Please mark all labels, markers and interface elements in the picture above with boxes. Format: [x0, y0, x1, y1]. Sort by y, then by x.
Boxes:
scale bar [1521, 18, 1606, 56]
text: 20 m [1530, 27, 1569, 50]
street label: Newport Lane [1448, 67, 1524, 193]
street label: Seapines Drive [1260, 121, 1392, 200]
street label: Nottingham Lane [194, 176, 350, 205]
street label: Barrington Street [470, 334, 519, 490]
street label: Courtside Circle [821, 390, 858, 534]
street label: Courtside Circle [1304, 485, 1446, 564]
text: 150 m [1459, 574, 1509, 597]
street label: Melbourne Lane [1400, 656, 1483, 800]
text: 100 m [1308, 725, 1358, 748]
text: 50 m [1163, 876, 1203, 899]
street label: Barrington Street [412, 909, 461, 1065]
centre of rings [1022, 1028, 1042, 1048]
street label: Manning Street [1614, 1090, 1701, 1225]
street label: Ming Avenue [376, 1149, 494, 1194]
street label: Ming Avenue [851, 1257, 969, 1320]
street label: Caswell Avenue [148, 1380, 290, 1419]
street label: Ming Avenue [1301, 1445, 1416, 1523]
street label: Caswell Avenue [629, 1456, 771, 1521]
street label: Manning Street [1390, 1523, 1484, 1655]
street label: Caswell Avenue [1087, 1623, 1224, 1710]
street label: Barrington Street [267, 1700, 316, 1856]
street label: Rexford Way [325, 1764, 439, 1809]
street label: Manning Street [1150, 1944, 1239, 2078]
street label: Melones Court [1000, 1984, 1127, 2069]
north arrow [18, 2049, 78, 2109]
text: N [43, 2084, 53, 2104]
——————
## Exercise goal
What you give back must match the material word for word.

## Answer space
Please mark all labels, markers and interface elements in the picture above with boxes. Format: [x0, y0, x1, y1]. Sort by y, then by x.
Boxes:
scale bar [1521, 18, 1606, 56]
text: 20 m [1530, 27, 1569, 50]
street label: Newport Lane [1448, 67, 1524, 193]
street label: Seapines Drive [1260, 121, 1392, 200]
street label: Nottingham Lane [194, 176, 350, 205]
street label: Barrington Street [470, 334, 519, 490]
street label: Courtside Circle [821, 390, 858, 534]
street label: Courtside Circle [1304, 485, 1446, 564]
text: 150 m [1459, 574, 1509, 597]
street label: Melbourne Lane [1400, 656, 1483, 800]
text: 100 m [1308, 725, 1358, 748]
text: 50 m [1163, 876, 1203, 899]
street label: Barrington Street [412, 909, 461, 1065]
centre of rings [1022, 1028, 1042, 1048]
street label: Manning Street [1614, 1090, 1701, 1225]
street label: Ming Avenue [376, 1149, 494, 1194]
street label: Ming Avenue [851, 1257, 969, 1320]
street label: Caswell Avenue [148, 1380, 290, 1419]
street label: Ming Avenue [1301, 1445, 1416, 1523]
street label: Caswell Avenue [629, 1456, 771, 1521]
street label: Manning Street [1390, 1523, 1484, 1655]
street label: Caswell Avenue [1087, 1623, 1224, 1710]
street label: Barrington Street [267, 1700, 316, 1856]
street label: Rexford Way [325, 1764, 439, 1809]
street label: Manning Street [1150, 1944, 1239, 2078]
street label: Melones Court [1000, 1984, 1127, 2069]
north arrow [18, 2049, 78, 2109]
text: N [43, 2084, 53, 2104]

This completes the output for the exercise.